Your answer should be one number, the count of lines in the data that hold "wash".

Segment Open

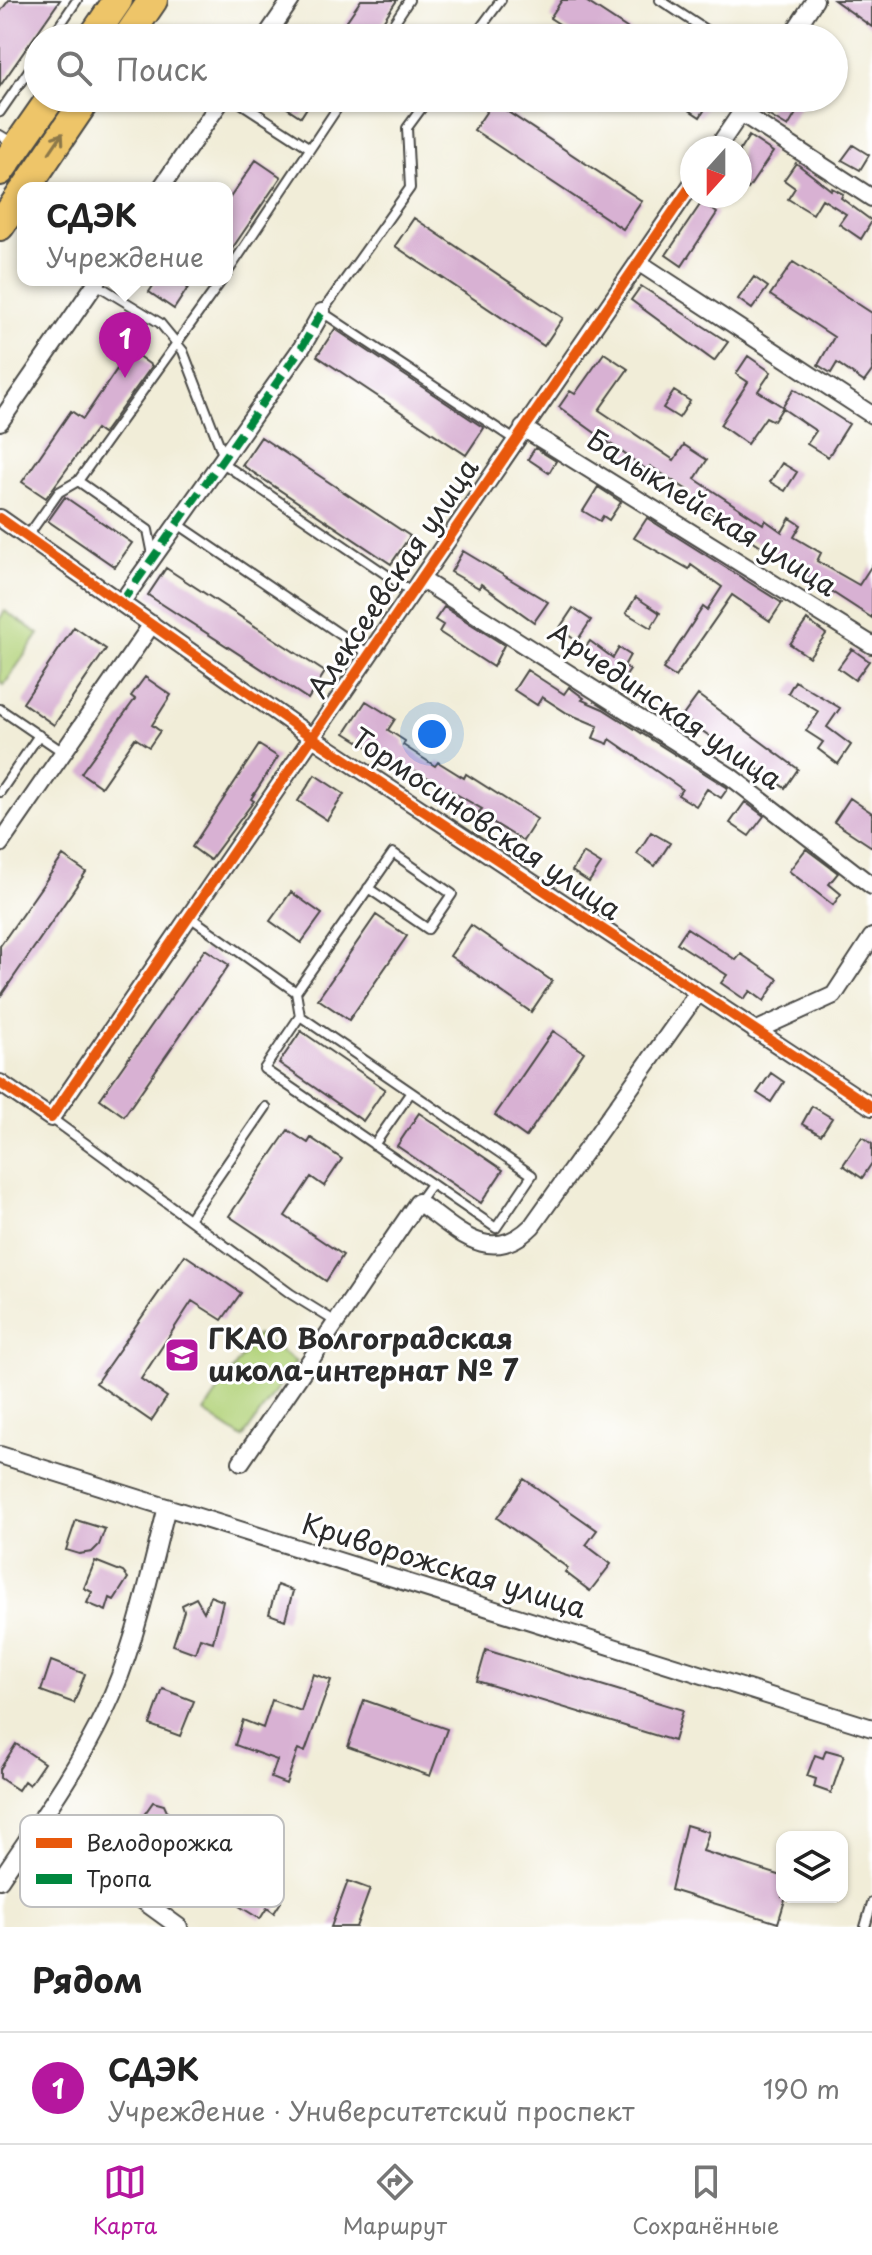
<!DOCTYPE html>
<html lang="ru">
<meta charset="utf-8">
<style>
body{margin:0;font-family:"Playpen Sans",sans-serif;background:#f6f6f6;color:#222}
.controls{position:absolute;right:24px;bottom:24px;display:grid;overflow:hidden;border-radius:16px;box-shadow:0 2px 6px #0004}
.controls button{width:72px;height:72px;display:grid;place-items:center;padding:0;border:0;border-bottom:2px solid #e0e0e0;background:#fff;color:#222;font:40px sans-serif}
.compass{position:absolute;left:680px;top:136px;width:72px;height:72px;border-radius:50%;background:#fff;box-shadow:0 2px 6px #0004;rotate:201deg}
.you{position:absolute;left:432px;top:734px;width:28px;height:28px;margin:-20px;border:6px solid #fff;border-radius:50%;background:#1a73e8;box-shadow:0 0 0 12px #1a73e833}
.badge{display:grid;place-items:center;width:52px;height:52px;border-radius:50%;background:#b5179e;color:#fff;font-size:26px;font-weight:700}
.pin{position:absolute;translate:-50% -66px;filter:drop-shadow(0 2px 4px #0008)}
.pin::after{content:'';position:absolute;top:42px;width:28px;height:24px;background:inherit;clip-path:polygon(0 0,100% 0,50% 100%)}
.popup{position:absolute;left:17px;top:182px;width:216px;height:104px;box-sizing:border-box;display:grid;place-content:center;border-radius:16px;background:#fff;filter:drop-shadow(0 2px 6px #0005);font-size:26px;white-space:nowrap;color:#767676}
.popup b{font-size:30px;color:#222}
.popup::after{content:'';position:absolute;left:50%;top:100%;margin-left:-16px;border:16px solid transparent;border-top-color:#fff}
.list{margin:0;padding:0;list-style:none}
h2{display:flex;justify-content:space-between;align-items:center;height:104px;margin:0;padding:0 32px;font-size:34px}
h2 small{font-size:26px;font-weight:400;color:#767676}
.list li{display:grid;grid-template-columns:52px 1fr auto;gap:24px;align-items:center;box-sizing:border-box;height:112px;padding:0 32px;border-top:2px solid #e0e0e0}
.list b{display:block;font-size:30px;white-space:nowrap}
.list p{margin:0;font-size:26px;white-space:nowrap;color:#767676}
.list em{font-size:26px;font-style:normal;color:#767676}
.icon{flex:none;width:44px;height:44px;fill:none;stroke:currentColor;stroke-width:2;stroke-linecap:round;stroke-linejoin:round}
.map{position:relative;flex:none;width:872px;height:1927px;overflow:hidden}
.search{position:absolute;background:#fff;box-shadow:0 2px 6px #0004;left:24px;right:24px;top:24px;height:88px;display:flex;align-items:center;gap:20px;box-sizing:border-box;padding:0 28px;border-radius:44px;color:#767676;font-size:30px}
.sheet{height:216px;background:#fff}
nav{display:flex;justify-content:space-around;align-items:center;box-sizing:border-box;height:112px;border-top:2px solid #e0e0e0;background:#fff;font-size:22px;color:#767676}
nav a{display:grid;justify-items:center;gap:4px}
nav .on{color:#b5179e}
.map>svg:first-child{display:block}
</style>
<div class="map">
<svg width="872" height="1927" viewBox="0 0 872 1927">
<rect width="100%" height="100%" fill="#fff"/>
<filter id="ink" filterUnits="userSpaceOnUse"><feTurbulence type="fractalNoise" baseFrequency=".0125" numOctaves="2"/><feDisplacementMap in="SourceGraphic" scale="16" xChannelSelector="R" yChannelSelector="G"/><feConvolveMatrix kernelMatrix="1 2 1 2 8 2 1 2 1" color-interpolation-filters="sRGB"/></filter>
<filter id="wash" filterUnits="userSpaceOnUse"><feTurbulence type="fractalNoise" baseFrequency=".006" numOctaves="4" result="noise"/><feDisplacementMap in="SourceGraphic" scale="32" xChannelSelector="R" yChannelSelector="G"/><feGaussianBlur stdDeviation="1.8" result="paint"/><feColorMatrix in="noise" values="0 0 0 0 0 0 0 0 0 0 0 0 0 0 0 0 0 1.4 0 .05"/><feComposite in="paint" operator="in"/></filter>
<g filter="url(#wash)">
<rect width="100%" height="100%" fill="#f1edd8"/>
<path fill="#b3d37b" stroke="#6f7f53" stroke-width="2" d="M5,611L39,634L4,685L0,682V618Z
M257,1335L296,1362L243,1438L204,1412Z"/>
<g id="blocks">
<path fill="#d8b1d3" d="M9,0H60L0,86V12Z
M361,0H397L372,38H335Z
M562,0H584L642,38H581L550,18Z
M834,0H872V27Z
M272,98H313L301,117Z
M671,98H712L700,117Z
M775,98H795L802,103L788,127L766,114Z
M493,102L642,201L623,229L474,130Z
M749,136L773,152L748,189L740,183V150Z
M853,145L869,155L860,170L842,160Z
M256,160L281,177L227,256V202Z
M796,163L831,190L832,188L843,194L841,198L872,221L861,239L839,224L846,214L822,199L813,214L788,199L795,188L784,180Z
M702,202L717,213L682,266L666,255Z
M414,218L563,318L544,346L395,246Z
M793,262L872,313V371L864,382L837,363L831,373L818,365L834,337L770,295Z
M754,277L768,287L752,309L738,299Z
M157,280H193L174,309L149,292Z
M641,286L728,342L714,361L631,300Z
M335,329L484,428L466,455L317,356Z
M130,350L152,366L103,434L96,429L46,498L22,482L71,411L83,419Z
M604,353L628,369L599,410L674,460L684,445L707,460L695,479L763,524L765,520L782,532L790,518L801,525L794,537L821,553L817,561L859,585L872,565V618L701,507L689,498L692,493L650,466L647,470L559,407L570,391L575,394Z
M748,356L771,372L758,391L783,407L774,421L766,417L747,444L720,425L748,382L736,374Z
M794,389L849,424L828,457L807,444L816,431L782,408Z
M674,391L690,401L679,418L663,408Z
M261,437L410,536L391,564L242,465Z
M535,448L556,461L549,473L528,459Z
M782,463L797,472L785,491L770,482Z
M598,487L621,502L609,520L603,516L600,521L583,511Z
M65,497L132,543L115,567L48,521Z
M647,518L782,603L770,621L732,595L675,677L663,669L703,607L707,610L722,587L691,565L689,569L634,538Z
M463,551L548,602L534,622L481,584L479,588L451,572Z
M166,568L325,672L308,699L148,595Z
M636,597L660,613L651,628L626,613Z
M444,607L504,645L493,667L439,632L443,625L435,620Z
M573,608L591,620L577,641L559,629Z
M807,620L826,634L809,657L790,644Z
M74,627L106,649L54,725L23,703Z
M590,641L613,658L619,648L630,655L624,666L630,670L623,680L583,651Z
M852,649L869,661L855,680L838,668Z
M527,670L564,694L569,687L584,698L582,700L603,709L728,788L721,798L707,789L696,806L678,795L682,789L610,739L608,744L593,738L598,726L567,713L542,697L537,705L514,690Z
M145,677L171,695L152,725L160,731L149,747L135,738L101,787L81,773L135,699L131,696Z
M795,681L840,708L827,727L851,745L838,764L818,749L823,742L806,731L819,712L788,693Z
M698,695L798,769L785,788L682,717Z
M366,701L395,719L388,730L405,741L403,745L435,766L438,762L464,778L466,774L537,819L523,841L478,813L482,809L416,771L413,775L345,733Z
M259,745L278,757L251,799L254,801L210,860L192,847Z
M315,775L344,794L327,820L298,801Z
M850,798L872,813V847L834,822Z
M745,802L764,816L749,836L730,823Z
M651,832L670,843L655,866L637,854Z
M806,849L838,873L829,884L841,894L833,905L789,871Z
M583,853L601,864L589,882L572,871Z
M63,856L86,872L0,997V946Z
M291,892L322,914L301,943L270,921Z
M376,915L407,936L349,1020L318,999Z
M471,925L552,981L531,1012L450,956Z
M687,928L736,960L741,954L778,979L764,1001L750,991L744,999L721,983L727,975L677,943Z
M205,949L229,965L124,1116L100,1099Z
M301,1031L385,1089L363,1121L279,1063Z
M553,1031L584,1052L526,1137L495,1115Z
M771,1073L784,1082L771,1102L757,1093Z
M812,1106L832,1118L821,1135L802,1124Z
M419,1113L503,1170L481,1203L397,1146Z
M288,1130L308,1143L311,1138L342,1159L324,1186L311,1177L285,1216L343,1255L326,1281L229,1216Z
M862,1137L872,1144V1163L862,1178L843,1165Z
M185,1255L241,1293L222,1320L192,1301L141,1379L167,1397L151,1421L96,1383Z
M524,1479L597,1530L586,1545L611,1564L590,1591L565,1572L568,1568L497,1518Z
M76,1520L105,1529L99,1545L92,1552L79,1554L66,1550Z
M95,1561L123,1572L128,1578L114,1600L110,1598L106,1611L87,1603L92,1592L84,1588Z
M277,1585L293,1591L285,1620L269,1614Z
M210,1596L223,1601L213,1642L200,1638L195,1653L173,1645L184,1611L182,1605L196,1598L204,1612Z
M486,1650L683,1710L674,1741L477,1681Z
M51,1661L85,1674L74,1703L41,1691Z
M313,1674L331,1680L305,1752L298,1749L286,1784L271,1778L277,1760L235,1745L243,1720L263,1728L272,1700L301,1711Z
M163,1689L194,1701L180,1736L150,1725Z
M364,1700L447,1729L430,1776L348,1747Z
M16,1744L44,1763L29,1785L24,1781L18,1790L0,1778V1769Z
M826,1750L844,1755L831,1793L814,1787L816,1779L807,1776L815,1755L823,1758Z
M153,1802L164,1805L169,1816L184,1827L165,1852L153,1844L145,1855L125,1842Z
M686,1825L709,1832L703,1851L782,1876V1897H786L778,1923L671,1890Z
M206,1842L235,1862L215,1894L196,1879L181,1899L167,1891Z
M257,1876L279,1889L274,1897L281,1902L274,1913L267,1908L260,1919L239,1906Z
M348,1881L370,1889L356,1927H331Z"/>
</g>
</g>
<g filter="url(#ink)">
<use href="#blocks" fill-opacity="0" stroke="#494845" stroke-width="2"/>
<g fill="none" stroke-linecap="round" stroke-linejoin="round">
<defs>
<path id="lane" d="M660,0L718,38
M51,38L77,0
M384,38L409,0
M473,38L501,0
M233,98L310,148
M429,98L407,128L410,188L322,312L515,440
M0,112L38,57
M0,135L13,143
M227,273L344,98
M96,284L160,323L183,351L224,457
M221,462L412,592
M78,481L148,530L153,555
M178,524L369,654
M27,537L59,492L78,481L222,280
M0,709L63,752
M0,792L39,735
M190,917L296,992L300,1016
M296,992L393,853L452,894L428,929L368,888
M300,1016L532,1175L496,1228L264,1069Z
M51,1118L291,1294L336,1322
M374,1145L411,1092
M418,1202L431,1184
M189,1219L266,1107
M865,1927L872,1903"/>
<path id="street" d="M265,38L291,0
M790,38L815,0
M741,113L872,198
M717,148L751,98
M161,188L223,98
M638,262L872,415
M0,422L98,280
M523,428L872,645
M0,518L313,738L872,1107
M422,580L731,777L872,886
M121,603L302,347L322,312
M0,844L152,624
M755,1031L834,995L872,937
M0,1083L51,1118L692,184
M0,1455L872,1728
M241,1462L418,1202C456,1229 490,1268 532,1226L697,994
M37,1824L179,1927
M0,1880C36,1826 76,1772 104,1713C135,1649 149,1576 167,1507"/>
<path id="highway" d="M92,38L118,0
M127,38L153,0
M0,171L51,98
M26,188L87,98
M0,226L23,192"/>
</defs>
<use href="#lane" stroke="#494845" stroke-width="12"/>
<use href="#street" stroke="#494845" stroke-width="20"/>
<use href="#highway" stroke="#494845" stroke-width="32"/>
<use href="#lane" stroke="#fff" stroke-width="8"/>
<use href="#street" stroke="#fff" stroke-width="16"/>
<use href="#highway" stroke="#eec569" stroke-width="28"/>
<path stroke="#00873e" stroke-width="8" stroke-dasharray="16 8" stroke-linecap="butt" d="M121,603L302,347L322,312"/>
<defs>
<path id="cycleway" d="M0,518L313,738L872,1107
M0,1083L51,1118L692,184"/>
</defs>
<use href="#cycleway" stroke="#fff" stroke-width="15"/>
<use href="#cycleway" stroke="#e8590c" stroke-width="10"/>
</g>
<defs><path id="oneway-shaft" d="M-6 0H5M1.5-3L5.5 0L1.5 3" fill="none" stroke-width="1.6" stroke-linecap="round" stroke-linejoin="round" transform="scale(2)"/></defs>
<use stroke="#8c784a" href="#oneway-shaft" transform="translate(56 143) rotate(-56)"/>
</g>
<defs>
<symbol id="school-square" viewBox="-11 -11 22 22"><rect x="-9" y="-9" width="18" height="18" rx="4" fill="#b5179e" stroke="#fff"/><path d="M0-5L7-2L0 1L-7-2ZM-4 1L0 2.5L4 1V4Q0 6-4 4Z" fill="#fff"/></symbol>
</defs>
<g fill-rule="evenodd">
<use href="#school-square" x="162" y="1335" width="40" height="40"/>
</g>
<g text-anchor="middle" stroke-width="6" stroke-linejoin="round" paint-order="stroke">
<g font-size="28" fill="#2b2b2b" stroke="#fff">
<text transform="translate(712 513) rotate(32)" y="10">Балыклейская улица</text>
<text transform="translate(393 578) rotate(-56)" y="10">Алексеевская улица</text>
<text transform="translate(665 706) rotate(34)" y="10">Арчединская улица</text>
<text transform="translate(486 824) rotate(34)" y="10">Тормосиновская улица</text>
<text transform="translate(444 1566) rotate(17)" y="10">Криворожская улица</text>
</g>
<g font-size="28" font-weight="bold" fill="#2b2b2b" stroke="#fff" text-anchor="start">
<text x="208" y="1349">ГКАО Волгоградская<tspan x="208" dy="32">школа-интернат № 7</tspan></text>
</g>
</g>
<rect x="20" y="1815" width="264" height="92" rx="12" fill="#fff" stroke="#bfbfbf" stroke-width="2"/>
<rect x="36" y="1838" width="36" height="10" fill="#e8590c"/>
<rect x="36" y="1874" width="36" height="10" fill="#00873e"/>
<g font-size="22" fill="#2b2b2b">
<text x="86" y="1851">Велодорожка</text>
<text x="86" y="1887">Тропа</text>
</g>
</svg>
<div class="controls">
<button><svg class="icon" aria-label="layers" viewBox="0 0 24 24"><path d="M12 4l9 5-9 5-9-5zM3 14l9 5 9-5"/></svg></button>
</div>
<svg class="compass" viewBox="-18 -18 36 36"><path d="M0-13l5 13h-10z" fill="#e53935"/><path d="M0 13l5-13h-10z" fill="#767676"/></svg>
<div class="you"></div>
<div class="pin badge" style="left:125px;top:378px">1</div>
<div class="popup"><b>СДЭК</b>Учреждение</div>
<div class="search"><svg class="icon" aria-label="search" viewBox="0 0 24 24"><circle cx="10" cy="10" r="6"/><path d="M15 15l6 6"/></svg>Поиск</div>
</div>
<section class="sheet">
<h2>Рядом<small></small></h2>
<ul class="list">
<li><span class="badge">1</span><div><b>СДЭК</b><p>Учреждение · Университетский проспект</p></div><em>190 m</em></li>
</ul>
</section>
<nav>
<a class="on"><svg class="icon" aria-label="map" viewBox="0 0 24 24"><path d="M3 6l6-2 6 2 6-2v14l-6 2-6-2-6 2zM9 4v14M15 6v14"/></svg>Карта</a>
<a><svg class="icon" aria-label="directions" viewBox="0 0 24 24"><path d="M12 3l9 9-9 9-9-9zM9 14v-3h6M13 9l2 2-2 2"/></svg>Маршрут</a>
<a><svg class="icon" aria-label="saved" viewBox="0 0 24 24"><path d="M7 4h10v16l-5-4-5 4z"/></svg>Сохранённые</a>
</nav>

Segment Closed

Output for this task: 2